There is of course a murderous kangaroo slaughter interlude midway through, gratuitous but purposeful, extreme and horrifying and yet absurdly appropriate. It's shot chaotically, hysterical like a marsupial version of a massacre that belongs to McCarthy's Blood Meridian (if ever filmed) - just substitute tiny upper limbs flailing and bouncier hind quarters. The spiralling narrative lurches drunkenly between violence and sexual servicing, the outback lawless, yet bizarrely forgiving – this is, except if you're Aboriginal, you are then silenced, rarely in frame and ignored (violently smothering – silenced/ erased).

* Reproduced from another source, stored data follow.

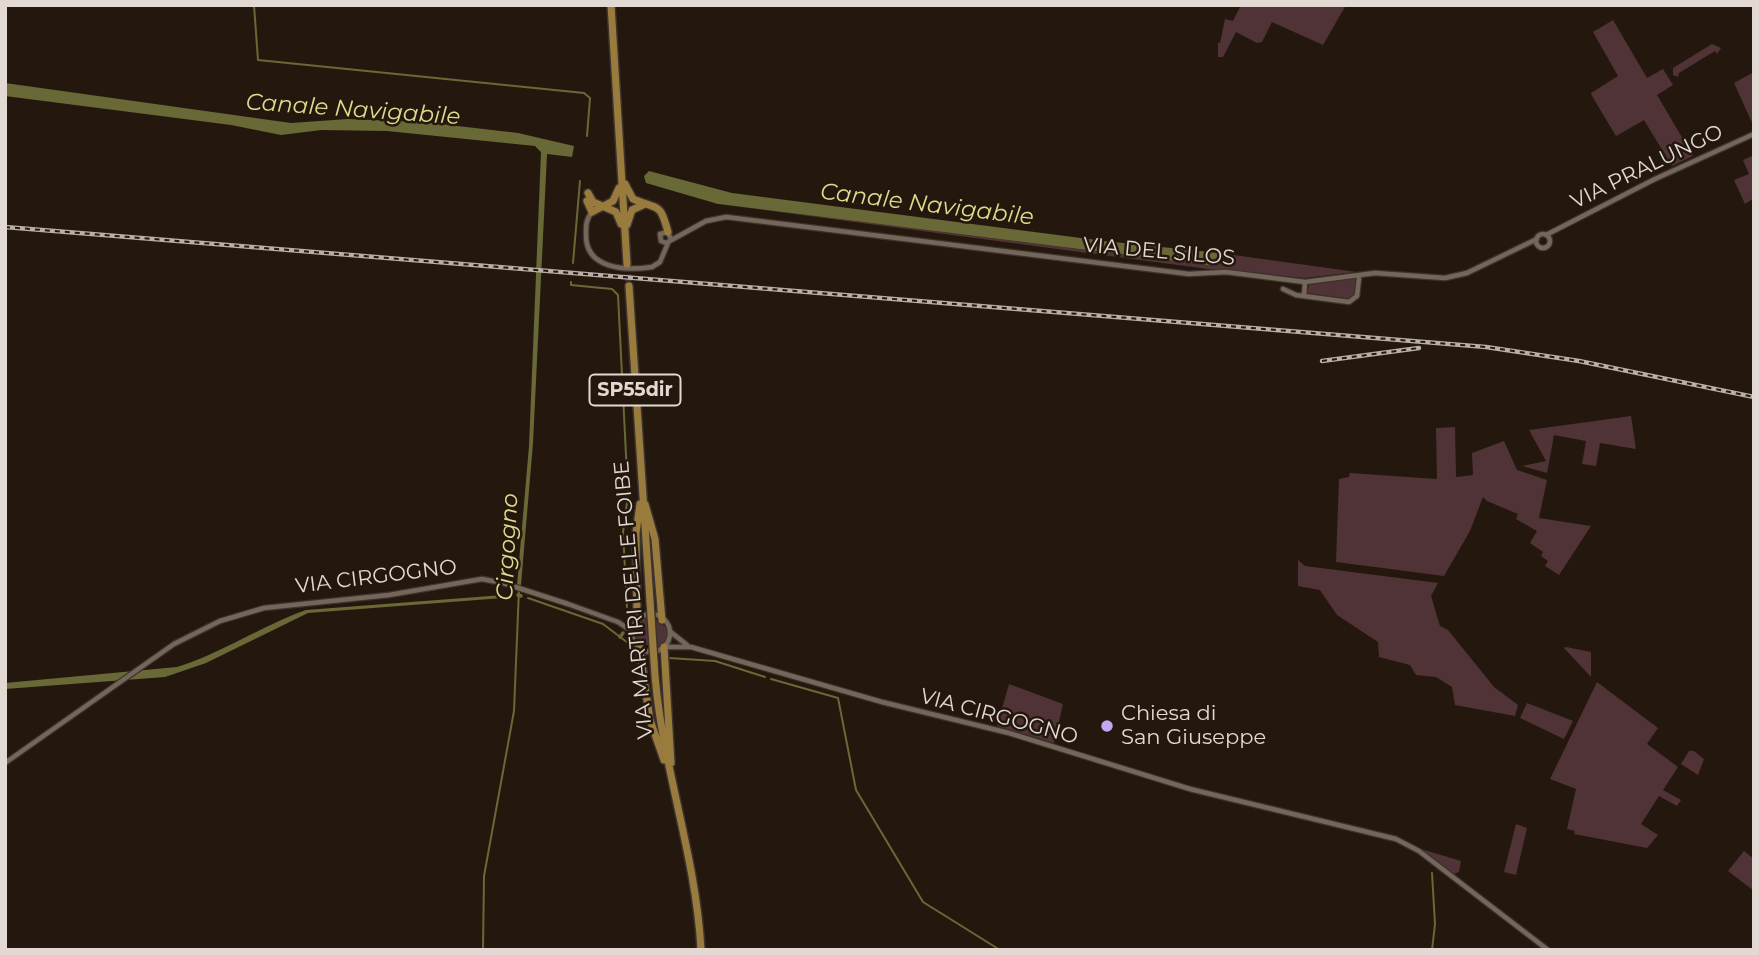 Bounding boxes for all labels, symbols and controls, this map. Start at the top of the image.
water label: Canale Navigabile [245,89,461,131]
street label: VIA PRALUNGO [1567,119,1727,215]
water label: Canale Navigabile [819,178,1035,232]
street label: VIA DEL SILOS [1082,233,1236,271]
road number: SP55dir [590,374,680,406]
street label: VIA MARTIRI DELLE FOIBE [609,460,659,740]
water label: Cirgogno [491,493,525,601]
street label: VIA CIRGOGNO [294,555,458,599]
street label: VIA CIRGOGNO [917,684,1081,750]
place label: Chiesa di San Giuseppe [1121,701,1266,751]
marker: Chiesa di San Giuseppe [1099,718,1115,734]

The dialogue feels true, gritty and trustworthy, occasionally striving for objectivity of self, mostly from Tydon, who sees but cannot change himself, or rather has found acceptance in this environment where his flaws are innocuously overlooked. Alcohol pervades nearly every scene, beer swilled, cans crushed, whiskey swigged, all contributing to the blurred lost, unfocused self-loathing. Learning is limited, what has Grant become at the end, his last attempt to escape the Yabba comically backfiring. We know he ditched his books and kept his gun, pragmatic, subtly changed and hardened. Wake at Fright ends quietly, poetically, almost as if it never happened. Filled with ambiguity, implied events that may have happened (does he even have a girlfriend, is the photo real?). There are questions of sexuality hinted at but never confirmed. It feels satisfying in its refusal to fully commit; fractured individuals in a fractured landscape.
This movie can be watched on Youtube, an appropriately grainy copy, like a discarded unloved lost video. But if you dare to watch it you will be rewarded. The Yabba will welcome you, pour you a beer, make small talk, clap you on the back, offer you another beer, coerce you...what will you do? For me, its power is in this questioning of the audience, are you intrigued? Are you disgusted? It's a movie that never lets you forget you are a participant, an accomplice (powerfully coercive – intrigued complicit (entrapped)). Grant is somewhat of a cipher, we become projected into his linen suited self, his journey now our journey into our own Heart of Darkness.